### Raw data

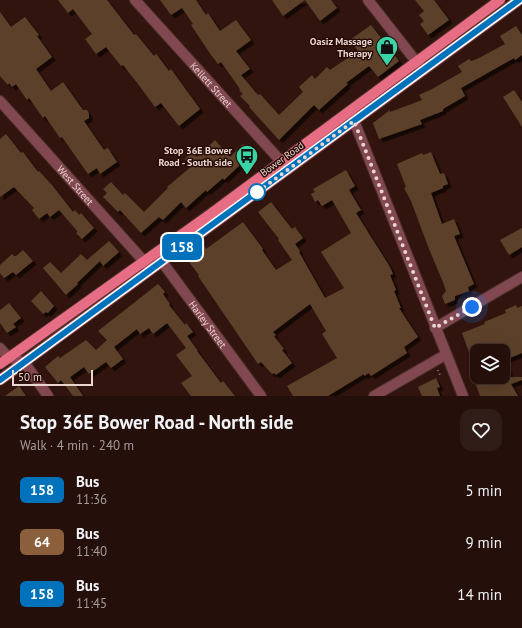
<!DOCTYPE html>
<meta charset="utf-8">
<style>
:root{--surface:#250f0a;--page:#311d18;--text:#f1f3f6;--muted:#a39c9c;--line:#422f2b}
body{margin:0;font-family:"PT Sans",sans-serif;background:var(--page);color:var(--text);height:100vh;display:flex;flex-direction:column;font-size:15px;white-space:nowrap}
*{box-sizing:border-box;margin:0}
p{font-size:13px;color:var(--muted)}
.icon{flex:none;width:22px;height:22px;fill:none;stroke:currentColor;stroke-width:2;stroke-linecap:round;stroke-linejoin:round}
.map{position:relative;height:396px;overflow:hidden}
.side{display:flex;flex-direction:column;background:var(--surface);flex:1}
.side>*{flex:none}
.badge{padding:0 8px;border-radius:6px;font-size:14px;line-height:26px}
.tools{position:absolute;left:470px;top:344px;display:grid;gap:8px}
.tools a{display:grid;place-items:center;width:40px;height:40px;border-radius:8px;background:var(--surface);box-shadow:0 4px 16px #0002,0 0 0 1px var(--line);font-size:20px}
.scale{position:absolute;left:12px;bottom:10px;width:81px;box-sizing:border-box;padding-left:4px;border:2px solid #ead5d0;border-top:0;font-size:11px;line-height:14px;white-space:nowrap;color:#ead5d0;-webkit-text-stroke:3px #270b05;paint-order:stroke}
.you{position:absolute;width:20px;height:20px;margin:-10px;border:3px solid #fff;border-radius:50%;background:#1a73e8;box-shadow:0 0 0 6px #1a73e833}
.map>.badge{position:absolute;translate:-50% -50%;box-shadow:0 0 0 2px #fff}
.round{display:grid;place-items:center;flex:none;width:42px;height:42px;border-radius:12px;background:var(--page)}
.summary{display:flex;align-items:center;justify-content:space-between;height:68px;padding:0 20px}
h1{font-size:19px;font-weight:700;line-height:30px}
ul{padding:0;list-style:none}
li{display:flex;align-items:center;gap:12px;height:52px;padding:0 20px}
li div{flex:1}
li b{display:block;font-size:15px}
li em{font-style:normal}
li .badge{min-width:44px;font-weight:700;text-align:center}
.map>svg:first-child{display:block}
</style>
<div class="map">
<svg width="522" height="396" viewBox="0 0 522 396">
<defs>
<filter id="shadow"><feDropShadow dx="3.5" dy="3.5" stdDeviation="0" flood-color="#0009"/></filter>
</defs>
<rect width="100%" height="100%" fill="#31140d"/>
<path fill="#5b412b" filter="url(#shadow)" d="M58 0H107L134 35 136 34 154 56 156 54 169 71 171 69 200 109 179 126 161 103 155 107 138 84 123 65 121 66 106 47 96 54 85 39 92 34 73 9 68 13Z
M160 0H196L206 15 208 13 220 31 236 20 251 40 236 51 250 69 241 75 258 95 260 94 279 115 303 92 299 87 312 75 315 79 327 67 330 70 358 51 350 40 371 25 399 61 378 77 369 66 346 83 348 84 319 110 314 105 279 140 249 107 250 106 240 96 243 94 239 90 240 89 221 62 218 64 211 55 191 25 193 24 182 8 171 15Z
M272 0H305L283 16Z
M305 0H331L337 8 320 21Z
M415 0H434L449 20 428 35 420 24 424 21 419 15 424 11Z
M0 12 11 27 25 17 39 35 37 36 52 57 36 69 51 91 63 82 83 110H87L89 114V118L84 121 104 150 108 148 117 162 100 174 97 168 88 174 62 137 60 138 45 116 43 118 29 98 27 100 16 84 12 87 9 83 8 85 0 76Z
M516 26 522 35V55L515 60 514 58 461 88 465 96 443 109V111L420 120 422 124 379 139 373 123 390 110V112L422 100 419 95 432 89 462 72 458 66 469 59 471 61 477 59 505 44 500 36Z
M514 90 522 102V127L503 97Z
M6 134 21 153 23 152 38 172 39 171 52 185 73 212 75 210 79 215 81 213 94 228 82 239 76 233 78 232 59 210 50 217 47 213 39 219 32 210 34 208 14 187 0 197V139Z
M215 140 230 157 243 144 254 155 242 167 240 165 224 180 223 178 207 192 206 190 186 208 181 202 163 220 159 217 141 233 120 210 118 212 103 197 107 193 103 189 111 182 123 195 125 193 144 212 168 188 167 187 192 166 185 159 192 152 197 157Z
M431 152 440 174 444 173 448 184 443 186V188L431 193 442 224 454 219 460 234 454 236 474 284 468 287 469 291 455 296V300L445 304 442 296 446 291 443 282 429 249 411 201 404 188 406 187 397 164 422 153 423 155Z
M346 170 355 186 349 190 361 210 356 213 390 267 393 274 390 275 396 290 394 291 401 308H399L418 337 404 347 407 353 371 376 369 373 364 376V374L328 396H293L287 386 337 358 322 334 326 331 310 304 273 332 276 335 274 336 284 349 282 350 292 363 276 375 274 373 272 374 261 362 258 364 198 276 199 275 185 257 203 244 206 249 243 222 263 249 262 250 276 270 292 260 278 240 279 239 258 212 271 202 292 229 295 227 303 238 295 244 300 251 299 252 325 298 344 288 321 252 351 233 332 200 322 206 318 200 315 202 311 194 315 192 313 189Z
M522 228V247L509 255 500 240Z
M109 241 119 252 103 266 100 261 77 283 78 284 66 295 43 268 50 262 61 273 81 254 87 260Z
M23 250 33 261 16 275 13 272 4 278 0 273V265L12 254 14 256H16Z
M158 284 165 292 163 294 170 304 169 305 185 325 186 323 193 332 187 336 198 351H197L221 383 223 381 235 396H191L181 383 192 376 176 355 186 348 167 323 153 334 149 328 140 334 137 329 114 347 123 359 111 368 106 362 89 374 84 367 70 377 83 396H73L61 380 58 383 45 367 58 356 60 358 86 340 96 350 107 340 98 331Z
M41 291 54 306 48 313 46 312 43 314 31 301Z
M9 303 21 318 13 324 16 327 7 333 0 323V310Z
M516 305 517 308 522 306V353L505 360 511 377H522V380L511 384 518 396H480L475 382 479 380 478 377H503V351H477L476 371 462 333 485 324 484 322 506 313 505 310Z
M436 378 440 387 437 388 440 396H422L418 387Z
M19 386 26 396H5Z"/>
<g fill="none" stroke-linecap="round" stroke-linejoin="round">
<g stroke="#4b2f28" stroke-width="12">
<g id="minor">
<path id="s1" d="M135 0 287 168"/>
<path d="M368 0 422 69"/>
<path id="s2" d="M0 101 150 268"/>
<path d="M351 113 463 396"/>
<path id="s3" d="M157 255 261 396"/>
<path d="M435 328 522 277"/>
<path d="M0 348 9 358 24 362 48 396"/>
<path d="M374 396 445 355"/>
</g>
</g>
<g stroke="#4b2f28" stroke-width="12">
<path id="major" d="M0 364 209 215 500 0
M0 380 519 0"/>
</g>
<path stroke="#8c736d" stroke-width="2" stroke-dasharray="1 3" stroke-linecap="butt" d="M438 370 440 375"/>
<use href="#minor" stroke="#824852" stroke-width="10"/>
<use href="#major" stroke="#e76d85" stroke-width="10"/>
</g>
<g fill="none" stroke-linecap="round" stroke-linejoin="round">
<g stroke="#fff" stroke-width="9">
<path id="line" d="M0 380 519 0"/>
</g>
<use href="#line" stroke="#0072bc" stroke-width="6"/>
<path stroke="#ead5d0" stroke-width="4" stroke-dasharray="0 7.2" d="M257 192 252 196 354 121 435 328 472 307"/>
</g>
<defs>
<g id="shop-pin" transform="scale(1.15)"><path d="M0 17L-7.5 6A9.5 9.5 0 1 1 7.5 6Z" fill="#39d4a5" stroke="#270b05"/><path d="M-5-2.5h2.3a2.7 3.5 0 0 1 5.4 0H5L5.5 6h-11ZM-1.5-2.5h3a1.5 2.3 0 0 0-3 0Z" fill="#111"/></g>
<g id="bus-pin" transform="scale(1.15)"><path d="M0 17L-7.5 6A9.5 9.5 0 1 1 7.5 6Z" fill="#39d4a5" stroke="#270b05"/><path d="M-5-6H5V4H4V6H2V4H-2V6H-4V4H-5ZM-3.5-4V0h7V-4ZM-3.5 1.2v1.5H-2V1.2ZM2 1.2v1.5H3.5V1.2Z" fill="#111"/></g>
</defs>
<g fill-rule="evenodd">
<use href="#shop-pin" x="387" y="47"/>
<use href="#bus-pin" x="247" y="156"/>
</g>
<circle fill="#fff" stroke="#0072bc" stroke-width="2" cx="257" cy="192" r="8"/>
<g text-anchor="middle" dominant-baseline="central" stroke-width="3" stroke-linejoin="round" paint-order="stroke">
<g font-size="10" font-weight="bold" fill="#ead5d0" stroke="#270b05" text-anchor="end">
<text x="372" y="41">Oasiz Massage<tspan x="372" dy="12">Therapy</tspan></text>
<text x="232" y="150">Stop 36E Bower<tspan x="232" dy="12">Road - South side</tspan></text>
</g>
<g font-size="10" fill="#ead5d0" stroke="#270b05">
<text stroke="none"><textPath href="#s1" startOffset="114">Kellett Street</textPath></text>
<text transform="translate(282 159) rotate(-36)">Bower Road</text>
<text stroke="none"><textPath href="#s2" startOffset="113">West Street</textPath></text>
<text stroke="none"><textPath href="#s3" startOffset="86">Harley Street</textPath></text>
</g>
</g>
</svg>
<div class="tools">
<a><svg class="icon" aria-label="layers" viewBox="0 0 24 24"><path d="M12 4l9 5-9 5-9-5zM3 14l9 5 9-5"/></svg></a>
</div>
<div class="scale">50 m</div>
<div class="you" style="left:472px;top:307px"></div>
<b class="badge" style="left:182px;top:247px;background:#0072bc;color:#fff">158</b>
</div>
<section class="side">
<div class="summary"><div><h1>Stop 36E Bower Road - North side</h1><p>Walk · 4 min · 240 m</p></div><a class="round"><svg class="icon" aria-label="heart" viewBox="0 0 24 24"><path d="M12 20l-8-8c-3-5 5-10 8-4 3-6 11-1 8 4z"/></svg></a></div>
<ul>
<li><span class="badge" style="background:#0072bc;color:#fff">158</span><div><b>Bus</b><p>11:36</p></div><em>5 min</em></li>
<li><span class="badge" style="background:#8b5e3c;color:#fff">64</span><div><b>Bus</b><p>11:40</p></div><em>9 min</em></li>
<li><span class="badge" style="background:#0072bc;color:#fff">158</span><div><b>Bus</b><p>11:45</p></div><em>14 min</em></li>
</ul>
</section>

######

• [Exercise brief]: Your answer should be each line from the entries that includes the string "tools".

• [Expected answer]:
.tools{position:absolute;left:470px;top:344px;display:grid;gap:8px}
.tools a{display:grid;place-items:center;width:40px;height:40px;border-radius:8px;background:var(--surface);box-shadow:0 4px 16px #0002,0 0 0 1px var(--line);font-size:20px}
<div class="tools">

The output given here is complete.